La desesperanza que abrió la Guerra de Vietnam tuvo continuidad en la descomposición del poder presidencial, con duros golpes como el impeachment de Nixon y el mandato del pusilánime Carter. La Crisis de Petróleo tampoco ayudó a levantar la moral de los estadounidenses, que encontraban pocos motivos de orgullo en una Guerra Fría demasiado larga y exigente. En este punto, los movimientos contrarrevolucionarios de los años 60, casi desaparecidos, fueron incapaces de generar un modelo global alternativo más allá de conquistas concretas. La gran mayoría de los hippies originales se acabaron integrando en el sistema y la versión neo-hippie no iba más allá de la estética, las etiquetas y las sustancias psicotrópicas. La Nueva Izquierda, por otra parte, no encontró hueco en el rígido bipartidismo norteamericano. La contracultura había fracasado como proyecto general. En esas llegaron Reagan y la Nueva Derecha, que desde el miedo a la desintegración y a los peligros extranjeros, sentenciaron que el problema lo constituía el gobierno.

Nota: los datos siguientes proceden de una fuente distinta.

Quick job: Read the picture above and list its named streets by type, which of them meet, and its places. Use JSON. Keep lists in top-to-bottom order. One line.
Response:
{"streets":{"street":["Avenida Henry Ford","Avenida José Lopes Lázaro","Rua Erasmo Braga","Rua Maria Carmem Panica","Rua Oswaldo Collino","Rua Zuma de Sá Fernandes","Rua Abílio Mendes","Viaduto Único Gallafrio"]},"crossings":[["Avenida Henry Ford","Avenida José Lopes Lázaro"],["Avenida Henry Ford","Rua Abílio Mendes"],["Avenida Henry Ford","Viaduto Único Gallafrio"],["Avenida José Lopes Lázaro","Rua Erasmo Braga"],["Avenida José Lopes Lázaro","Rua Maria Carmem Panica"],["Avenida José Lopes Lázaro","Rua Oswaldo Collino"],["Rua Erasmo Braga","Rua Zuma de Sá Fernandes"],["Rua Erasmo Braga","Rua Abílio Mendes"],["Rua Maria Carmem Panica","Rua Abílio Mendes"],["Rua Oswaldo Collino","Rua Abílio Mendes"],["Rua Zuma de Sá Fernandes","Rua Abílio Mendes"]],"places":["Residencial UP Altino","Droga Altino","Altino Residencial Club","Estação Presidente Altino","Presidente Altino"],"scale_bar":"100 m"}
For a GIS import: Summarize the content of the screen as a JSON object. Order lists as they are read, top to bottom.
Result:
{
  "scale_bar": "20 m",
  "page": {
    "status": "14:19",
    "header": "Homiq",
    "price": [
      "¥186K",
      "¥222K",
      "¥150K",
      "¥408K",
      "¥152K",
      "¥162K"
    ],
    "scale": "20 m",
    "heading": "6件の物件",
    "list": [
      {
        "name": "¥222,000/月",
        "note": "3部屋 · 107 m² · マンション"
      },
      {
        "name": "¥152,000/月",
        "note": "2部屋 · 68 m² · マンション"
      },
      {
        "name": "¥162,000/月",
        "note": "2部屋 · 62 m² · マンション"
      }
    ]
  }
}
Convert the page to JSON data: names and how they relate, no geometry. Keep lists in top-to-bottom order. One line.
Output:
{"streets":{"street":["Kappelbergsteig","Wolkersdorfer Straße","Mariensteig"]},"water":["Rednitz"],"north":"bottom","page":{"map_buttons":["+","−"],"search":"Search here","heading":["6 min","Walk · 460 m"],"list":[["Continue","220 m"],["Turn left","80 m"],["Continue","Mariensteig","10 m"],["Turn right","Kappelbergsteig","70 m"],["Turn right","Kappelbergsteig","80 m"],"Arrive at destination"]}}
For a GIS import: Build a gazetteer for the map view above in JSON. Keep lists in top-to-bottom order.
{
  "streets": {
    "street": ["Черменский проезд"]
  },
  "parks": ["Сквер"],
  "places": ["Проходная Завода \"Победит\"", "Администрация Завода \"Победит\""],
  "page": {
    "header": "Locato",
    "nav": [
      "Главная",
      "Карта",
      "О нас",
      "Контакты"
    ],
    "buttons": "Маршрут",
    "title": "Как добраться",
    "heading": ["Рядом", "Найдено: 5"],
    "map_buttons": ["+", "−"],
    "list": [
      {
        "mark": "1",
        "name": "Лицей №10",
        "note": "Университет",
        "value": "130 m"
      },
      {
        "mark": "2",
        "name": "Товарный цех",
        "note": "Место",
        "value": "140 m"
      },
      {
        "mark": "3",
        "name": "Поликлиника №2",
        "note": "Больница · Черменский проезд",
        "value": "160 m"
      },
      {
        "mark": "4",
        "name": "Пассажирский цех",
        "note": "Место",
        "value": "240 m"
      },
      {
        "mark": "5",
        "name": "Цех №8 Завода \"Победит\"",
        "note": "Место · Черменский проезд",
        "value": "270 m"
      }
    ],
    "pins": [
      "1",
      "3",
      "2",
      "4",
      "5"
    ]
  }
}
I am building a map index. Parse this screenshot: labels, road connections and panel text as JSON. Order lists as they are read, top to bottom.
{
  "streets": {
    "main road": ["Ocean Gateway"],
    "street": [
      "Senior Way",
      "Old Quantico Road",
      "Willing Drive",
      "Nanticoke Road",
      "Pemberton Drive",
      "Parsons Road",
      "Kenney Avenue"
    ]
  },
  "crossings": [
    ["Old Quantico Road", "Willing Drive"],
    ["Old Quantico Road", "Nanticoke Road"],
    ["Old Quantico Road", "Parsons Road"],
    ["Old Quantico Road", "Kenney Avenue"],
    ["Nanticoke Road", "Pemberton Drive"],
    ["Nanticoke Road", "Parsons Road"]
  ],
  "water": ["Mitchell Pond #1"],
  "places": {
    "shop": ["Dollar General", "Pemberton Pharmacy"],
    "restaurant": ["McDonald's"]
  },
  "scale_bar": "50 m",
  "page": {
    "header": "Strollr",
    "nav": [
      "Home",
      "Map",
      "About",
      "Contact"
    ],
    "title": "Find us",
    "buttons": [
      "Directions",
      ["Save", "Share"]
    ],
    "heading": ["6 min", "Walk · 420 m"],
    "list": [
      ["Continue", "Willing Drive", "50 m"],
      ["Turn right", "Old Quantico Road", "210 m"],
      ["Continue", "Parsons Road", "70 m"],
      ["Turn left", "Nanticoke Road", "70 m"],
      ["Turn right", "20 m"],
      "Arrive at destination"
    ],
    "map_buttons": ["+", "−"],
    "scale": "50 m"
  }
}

El presidente republicano enterró las políticas proteccionistas inauguradas por Theodore Roosevelt y cimentadas por el New Deal de su primo Franklin e inició un programa económico neo-liberal basado en la reducción del gasto público (excepto en Defensa) y en la empresa individual. América recuperaba el orgullo desde otra vía. Aunque eso ya es otra historia… y otro artículo.
Francisco Huesa (@currohuesa)
[1] D. D. Eisenhower: “Farewell Radio and Television Address to the American People”, 17 de enero de 1961.
[2] De los 2,3 millones de soldados que combatieron en Vietnam entre 1963 y 1975 murieron 58.000, el 2,5%. Todavía así, superó en número de bajas a la Guerra de Corea, siendo hasta 1975 el conflicto que más vidas se había cobrado tras las dos guerras mundiales.
[3] GRANT, Susan-Mary: Historia de los Estados Unidos. Madrid, 2014. Pág. 452.